Extracted information:
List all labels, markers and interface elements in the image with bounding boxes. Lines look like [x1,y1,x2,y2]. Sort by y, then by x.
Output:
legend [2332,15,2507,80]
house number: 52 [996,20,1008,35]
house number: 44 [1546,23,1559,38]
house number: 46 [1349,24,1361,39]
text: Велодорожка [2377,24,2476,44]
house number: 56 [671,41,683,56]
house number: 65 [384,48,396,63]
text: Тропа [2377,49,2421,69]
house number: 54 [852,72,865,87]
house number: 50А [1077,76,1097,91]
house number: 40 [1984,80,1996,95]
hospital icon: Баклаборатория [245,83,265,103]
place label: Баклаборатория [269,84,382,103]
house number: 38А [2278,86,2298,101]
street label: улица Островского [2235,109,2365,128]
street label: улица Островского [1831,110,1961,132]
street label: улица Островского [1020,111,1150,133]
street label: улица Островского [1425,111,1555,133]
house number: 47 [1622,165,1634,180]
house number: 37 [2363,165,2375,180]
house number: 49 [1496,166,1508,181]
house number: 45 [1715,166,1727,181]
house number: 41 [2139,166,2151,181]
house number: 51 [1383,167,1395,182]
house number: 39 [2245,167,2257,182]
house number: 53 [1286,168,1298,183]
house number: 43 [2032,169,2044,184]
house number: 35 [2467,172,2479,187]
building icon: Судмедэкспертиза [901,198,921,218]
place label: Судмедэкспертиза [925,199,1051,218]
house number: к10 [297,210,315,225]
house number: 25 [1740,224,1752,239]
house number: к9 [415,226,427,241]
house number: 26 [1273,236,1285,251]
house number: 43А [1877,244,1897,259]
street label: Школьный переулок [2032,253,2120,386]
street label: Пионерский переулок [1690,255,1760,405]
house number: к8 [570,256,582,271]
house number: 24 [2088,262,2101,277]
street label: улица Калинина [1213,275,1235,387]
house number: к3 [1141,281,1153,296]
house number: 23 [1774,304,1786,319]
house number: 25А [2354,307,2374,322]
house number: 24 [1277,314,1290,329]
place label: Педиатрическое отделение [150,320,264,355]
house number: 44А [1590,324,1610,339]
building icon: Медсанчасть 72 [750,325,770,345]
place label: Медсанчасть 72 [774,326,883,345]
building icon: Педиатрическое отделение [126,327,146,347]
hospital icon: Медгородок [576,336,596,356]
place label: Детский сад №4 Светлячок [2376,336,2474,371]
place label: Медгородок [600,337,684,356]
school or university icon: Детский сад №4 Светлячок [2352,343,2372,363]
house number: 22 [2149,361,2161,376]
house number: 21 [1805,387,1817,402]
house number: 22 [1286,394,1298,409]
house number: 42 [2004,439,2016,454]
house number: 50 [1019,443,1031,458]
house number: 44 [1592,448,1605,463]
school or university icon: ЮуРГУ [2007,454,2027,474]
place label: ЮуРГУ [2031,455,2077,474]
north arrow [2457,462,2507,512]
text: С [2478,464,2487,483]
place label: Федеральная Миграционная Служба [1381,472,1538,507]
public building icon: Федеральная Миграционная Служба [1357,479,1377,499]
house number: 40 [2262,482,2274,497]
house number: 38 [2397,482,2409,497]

What you should do: The answer must consist solely of the number of lines in the listing that include the string "Медгородок".

Answer box: 2